Many students don’t have previous Spanish experience, but it doesn't take them long to get immersed.
"I can understand almost all of it, but some words I learn everyday, which is fun," said Abraham Moreno, 6th grader.
Adding to that fun is the backdrop - a long-time staple on the Central Coast - Avila Valley Barn.
“The idea was to bring the community onto the farm," Jake Smith, Owner and Operator of Avila Valley Barn. "From the very beginning, when my mom first started building it out."
“My family and I - we’ve been coming to Avila Valley Barn for years, and it’s one of my favorite places in the world,” said Moreno.
Students attend one to three days per week and learn about sustainability, gardening, and art, with classes taught mainly in Spanish.

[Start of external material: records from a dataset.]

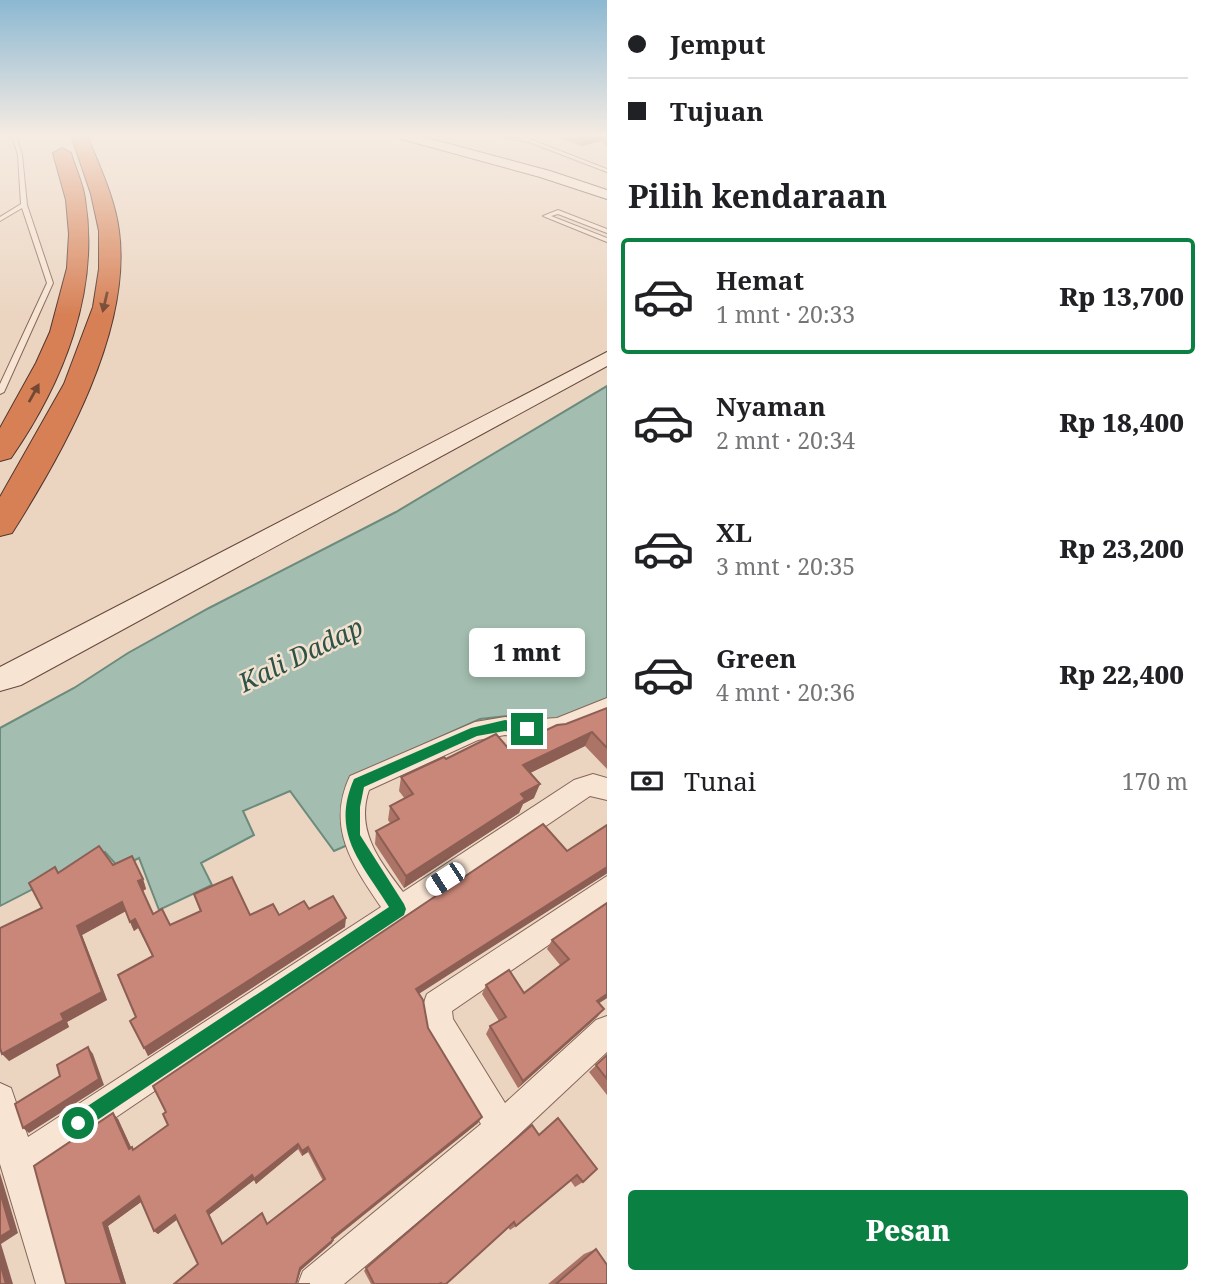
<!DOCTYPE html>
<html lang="id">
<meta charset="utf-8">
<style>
:root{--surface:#fff;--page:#f2f2f2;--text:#202124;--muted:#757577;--line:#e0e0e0;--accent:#0b8043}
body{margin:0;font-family:"Noto Serif",serif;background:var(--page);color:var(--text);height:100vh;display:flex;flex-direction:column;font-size:26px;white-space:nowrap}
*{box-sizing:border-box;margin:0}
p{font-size:23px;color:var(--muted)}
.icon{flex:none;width:38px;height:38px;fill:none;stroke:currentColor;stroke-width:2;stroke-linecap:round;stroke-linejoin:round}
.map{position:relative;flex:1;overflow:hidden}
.panel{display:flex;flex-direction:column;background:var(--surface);width:602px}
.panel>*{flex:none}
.banner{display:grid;align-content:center;height:154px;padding:0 21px;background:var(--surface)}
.end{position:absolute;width:32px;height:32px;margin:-16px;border:9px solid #0b8043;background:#fff;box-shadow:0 0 0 4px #fff}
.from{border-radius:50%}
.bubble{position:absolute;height:49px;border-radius:7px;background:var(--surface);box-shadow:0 4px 10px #0003;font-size:23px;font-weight:800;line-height:49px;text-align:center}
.car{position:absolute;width:21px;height:42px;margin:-21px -10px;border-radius:9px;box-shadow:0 0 5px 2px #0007;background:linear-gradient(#fff 24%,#345 0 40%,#fff 0 76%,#345 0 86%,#fff 0)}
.banner b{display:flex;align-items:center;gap:24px;height:66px;font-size:26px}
.banner b+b{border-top:2px solid var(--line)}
.banner i{width:18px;height:18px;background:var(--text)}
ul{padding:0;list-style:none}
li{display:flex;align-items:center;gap:21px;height:116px;margin:0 14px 10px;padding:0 7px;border:4px solid transparent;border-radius:7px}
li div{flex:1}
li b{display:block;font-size:26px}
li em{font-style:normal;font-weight:800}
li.active{border-color:var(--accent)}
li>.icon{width:63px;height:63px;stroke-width:1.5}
h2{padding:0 21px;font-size:32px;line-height:84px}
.pay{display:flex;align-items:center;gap:18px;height:77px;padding:0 21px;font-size:26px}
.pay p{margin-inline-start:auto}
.cta{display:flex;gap:14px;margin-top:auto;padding:14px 21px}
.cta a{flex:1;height:80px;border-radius:7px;background:var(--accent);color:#fff;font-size:28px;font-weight:800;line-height:80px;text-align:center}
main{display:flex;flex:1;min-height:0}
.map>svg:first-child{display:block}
</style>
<main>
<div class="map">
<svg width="607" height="1284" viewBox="0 0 607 1284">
<rect width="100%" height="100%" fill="#ebd5c1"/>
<path fill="#a3beb0" stroke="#6b8b7c" stroke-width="2" d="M607,386V703L543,723L507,716L480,719L354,776L350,844L334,851L290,791L243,811L254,835L201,863L212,885L159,910L139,858L119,868L105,852L0,906V728L74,688L128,653L209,608L396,512Z"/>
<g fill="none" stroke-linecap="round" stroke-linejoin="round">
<g stroke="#846659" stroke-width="2">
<g id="lane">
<path d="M12,135H16L22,155L27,205L53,283L4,392L0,394V384L47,283L22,208L0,221V217L21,204L18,155Z"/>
<path d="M491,135L523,139L518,135H523L532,140L607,169V172L529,142Z"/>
<path d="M558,210L607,229V233L558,214L551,216L607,238V242L543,216Z"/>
</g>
</g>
<g stroke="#846659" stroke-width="2">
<g id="street">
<path d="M607,698V717L559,736L527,738L505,735L478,740L369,790C355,831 380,861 403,892L574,780L593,774L607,778V800L590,796L38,1170L72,1284H36L0,1164V1083L11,1088L28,1137L381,907C352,864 326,827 350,776L475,722L505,717L527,720L557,718Z"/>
<path d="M607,876V905L452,1011L453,1019L505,1103L596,1020L607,1016V1052L495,1157L344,1284H298L303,1271L481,1124L427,1034C422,1020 421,1008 427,994Z"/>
</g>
</g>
<g stroke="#65483d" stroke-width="2">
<g id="secondary">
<path d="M396,135H416L550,171L607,190V199L540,177L398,138Z"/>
<path d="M607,352V366L21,685L0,691V667Z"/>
</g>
</g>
<g stroke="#51362e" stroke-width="2">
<g id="highway">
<path d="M71,135H87C99,166 115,198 119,231C132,330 64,451 12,533L0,536V497L64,384L93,307L99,269V231L91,194Z"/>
<path d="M62,148L71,153C75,168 83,183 85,199C100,292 63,383 11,458L0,461V428L36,363L50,332L67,268L69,234L66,200L53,153Z"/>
</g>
</g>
<use href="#lane" fill="#f7e4d3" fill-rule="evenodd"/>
<use href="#street" fill="#f7e4d3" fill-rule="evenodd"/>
<use href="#secondary" fill="#f7e4d3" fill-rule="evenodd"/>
<use href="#highway" fill="#d78055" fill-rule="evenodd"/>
</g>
<g fill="#ac7467" fill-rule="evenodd">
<path d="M550,135H607V146L601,141L582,146Z"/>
<path d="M607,708V769L585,746L530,773L534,798L523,804L519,813L404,888L375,844L376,831L390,823L388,820L390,806L405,799L399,791L401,777L446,759L508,748Z"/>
<path d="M607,825V874H606L419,993L428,1028L478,1123L333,1240L332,1243L301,1270L296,1284H174L198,1264L178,1219L158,1234L154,1231L142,1201L108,1226L126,1284H66L118,1119L131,1147L134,1150ZM298,1149L302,1156L308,1152L323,1181L267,1224L223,1243L209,1215L254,1180L256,1184Z"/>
<path d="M113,865L143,879L146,889L143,891L153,914L170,925L200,911L194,894L250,915H279L309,909L345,927L148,1056L136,1017L153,957L138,928L134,931L126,911L82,935L107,1000L67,1022L69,1027L9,1061L42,908L58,873Z"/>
<path d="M607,903V998L599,1003L604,1009L597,1017L518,1088L486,1034L490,1026L499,1021L482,994L486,985L524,993L560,965L547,949L552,940Z"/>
<path d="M607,1055V1095L589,1072Z"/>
<path d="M558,1118L583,1182L575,1187L570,1180L516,1226L510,1230L508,1227L446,1284H371L364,1271L366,1268L539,1135Z"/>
<path d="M596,1249L607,1284H548L584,1254Z"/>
</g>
<g fill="#8c5e54">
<path d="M593,135H602L601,141L582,146L584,137Z"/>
<path d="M592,732L585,746L518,779L523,765Z"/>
<path d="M540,784L534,798L523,804L519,813L404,888L406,876L521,794Z"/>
<path d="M607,867V872L606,874L414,997L416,989Z"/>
<path d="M143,879L146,889L142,891L138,881Z"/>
<path d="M122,902L126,911L82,935L107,1000L67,1022L69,1027L9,1061L2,1054L61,1014L77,926Z"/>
<path d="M346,918L345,927L148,1056L144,1048Z"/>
<path d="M135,919L138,928L134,931L130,922Z"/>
<path d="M607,994V998L590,1009L597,1001Z"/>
<path d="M604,1009L597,1017L518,1088L523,1081Z"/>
<path d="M88,1047L93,1054L104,1085L29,1133L23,1128Z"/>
<path d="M113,1113L118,1119L134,1154L129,1149Z"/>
<path d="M482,1117L478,1123L331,1241L332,1238Z"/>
<path d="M298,1144V1149L256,1184L254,1179Z"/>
<path d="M308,1147V1152L302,1156V1151Z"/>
<path d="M0,1173L18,1233L1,1244L13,1284H6L0,1263Z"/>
<path d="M252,1175L254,1180L209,1215L225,1247L207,1211Z"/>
<path d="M139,1196L144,1200L108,1226L126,1284H122L103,1223Z"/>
<path d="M175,1215L179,1218L158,1234L154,1231Z"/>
<path d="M333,1240L332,1243L301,1270L296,1284L300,1268Z"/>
</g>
<g fill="#c88778" stroke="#8c5e54" stroke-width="2" fill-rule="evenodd">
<path d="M576,135H593L584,137Z"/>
<path d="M607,708V748L592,732L523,765L540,784L521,794L525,799L406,876L376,831L399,819L390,806L413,794L401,777L444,757L446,759L496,734L508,748L557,725L566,724Z"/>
<path d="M543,824L567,851L607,825V867L416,989L423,1000L428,1028L482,1117L332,1238L333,1240L300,1268L296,1284H310H174L198,1264L175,1215L154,1231L139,1196L103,1223L122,1284H66L34,1166L113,1113L129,1149L132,1147L133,1150L168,1125L163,1114L166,1112L153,1086ZM298,1144L302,1151L308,1147L325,1179L267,1224L262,1213L222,1244L207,1211L252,1175L254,1179Z"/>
<path d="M99,846L113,865L132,856L143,879L138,881L153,914L162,909L170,925L201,911L194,894L232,877L250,915L273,904L279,915L304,901L309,909L333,896L346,918L144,1048L130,1021L136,1017L118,975L153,956L135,919L130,922L122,902L77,926L102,992L61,1014L64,1020L2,1054L0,1048V928L42,908L29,883L55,867L58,873Z"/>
<path d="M607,903V994L597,1001L604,1009L523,1081L490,1026L506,1017L486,985L509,970L524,993L569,959L552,940Z"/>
<path d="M88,1047L99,1079L23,1128L15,1104L60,1076L57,1065Z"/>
<path d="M607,1055V1079L596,1065Z"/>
<path d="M558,1118L597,1169L583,1182L577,1175L516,1226L514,1222L446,1284H442L441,1283L439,1284H374L366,1268L532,1125L539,1135Z"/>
<path d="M0,1192L11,1230L0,1237Z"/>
<path d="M596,1249L607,1265V1284H556Z"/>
<path d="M0,1263L6,1284H0Z"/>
</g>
<defs><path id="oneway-solid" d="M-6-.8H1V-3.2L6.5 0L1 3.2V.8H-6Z" transform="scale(1.75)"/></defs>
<g fill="#754833">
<use href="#oneway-solid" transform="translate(105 302) rotate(103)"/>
<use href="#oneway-solid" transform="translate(34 393) rotate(-61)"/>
</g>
<linearGradient id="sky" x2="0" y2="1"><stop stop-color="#8cb8d2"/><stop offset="0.43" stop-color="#f6ece3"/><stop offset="1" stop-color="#f6ece3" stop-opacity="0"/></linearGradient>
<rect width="607" height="315" fill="url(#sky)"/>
<path fill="#0b8043" d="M505,720L527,724L533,729L527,735L505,731L477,736L364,787L360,807V835L404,904L406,909L404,915L84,1129L78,1132L71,1129L69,1123L71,1117L389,907C362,863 330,834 354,779L471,728Z"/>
<g text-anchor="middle" stroke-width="5" stroke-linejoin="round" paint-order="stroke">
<g font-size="26" font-style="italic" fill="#2d5348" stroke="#f3e1d0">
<text transform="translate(301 655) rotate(-26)" y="9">Kali Dadap</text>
</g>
</g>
</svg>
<i class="end from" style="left:78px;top:1123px"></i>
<i class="end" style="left:527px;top:729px"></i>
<div class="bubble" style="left:469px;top:628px;width:116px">1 mnt</div>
<i class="car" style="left:445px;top:879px;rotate:237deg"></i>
</div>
<section class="panel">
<div class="banner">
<b><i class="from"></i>Jemput</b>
<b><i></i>Tujuan</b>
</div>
<h2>Pilih kendaraan</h2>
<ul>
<li class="active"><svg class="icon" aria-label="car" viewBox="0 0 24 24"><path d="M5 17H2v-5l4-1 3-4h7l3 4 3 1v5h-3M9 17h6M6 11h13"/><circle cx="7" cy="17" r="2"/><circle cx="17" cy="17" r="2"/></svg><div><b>Hemat</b><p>1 mnt · 20:33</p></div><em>Rp 13,700</em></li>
<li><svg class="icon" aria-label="car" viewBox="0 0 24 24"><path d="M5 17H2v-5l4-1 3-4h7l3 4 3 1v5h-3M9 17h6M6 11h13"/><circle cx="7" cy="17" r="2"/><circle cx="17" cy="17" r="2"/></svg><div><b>Nyaman</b><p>2 mnt · 20:34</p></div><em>Rp 18,400</em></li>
<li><svg class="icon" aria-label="car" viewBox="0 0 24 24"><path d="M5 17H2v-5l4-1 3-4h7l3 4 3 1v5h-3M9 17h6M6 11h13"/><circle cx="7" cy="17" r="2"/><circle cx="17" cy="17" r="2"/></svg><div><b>XL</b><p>3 mnt · 20:35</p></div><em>Rp 23,200</em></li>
<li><svg class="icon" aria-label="car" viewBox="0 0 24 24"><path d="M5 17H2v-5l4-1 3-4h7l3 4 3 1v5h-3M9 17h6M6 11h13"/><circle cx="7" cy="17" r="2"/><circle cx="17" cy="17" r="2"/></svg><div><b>Green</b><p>4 mnt · 20:36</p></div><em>Rp 22,400</em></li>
</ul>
<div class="pay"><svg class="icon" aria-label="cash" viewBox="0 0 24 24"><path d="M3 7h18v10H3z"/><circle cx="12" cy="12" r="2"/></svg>Tunai<p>170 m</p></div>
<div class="cta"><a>Pesan</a></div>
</section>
</main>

“What that meant for me, and to have these kids be able to come out here and do the same thing, ya know put your hands in the dirt, put your hands on the tree, grab a flower, and you get to cut it, make a bouquet, learn where your food comes from. the fact the these kids get to be a part of that is great.”
El Jardin offers a unique classroom, to help a younger generation appreciate the diversity in California.
“Hispanic heritage and the culture is so a part of our community it’s built on the Hispanic heritage,” said Smith.
Moreno added, “There’s always more to learn about it and I hope students can really appreciate it through El Jardin.”